====== DATASET CONTENT ======

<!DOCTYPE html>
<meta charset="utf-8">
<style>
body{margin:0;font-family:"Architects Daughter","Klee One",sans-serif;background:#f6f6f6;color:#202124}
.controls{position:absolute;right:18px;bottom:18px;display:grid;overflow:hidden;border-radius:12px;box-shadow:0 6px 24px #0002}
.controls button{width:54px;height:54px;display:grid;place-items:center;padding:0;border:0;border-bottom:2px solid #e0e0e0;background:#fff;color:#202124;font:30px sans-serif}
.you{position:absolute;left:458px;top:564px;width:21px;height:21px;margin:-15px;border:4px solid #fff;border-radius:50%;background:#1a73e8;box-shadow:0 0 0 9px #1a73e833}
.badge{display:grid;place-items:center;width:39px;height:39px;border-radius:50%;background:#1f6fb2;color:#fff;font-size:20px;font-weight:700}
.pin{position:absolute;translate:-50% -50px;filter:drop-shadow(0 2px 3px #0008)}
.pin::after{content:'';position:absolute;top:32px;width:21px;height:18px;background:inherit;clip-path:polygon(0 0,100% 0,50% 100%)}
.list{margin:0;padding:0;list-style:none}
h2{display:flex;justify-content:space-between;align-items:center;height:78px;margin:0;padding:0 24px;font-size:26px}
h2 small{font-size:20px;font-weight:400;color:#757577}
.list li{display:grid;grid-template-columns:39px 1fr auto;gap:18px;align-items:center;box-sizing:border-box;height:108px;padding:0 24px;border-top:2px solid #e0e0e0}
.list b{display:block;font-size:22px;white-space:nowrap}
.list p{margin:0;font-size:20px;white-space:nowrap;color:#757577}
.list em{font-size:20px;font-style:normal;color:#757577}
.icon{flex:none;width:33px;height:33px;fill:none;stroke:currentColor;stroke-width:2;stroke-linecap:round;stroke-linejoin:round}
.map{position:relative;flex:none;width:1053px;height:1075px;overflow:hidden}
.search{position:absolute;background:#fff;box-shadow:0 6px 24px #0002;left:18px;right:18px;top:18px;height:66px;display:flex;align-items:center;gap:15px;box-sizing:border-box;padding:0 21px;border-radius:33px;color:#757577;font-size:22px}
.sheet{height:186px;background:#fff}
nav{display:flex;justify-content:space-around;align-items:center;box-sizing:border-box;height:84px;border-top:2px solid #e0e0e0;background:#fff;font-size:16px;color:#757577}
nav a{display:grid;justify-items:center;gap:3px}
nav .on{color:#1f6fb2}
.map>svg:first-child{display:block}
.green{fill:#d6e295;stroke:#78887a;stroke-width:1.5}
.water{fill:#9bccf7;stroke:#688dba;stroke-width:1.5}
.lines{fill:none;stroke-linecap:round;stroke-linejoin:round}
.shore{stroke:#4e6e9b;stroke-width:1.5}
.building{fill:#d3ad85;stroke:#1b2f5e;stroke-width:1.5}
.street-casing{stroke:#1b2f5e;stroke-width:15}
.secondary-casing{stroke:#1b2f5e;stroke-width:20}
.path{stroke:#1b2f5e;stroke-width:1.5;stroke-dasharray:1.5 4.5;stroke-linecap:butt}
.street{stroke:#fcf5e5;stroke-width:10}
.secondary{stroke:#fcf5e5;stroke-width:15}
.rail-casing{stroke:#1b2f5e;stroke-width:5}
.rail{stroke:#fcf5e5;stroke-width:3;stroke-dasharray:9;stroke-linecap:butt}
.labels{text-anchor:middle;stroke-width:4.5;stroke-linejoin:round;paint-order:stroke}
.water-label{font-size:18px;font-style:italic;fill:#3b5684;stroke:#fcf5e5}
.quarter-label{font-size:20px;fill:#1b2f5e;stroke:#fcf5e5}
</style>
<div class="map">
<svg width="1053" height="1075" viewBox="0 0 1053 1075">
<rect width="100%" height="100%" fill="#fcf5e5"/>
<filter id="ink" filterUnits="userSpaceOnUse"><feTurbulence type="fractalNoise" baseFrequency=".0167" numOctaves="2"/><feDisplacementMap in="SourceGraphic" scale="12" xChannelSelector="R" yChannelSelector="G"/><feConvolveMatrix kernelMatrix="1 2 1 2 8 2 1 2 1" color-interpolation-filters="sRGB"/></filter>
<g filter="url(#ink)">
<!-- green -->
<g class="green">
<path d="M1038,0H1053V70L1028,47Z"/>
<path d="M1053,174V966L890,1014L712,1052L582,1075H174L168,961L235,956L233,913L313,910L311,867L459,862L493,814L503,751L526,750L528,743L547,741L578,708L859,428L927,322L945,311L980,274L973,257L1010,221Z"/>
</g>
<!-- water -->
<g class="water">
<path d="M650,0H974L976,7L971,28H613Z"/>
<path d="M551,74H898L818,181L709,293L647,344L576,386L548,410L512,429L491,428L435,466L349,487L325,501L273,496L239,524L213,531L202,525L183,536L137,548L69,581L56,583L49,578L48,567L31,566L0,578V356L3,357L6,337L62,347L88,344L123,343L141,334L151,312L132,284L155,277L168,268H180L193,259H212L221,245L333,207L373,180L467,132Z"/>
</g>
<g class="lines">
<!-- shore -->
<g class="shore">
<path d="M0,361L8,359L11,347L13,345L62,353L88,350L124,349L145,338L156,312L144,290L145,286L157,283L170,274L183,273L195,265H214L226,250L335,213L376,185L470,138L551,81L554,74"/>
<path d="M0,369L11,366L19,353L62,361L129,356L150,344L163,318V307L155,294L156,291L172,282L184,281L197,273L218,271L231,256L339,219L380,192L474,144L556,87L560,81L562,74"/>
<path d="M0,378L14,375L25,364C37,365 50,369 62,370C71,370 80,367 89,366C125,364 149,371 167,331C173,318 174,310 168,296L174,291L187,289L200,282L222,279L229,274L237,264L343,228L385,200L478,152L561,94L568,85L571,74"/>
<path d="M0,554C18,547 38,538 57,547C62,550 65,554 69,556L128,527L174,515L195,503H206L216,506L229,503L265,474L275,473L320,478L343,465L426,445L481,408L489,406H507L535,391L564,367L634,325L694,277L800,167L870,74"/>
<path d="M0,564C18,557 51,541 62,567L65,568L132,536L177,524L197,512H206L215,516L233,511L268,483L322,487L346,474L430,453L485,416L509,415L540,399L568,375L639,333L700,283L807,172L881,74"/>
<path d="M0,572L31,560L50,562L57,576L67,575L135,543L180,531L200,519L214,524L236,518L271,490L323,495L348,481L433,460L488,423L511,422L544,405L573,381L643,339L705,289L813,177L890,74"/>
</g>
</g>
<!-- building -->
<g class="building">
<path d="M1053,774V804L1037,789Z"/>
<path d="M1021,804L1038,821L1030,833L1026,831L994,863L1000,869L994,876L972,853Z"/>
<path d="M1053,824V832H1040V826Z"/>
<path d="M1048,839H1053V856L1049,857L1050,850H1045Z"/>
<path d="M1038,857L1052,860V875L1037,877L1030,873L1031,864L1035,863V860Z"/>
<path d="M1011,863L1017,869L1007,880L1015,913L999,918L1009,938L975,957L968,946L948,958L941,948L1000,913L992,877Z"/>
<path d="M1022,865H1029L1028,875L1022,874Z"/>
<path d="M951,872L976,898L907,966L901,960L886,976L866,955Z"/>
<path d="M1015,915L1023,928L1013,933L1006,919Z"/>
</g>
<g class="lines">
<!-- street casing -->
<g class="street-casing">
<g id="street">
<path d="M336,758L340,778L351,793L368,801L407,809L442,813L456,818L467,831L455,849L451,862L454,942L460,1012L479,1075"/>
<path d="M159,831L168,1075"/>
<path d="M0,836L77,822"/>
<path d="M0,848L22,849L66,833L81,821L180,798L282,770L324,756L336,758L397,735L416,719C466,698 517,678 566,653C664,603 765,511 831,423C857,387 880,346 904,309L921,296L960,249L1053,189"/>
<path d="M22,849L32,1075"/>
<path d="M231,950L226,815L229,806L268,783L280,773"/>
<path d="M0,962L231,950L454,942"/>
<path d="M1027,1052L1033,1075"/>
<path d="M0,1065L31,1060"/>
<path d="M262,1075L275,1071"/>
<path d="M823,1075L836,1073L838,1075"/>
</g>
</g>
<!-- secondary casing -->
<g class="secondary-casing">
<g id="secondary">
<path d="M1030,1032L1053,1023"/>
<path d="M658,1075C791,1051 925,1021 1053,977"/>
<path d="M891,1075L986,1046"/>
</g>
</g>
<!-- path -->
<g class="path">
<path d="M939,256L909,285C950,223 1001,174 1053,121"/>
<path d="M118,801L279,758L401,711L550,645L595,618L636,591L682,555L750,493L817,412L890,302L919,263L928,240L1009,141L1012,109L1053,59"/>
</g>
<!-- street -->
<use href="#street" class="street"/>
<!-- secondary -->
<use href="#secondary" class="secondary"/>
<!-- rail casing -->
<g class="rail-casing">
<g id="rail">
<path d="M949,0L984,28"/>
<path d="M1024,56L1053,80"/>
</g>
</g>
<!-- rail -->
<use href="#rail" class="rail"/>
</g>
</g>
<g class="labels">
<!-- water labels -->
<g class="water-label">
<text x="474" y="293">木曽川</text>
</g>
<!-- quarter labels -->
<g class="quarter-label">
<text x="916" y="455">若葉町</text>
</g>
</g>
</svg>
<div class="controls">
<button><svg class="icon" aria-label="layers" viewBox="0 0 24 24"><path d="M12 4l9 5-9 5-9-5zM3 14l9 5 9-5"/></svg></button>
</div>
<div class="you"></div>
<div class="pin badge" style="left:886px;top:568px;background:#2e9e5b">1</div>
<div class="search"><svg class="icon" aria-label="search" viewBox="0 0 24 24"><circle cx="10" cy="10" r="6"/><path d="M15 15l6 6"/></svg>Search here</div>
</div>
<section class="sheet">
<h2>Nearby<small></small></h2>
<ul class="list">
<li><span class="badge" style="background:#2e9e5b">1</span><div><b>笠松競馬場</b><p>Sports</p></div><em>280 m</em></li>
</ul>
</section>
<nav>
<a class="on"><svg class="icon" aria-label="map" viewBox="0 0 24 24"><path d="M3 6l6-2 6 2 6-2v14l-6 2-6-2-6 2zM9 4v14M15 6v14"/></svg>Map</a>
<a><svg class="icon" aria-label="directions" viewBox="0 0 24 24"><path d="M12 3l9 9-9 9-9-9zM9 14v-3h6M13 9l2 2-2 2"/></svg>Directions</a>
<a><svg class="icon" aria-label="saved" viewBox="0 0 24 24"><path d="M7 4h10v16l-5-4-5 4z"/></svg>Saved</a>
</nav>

======

PROBLEM TO SOLVE:
Within the entries, count the lines containing the string "nowrap" and state nothing but the result.

EXERCISE SOLUTION:
2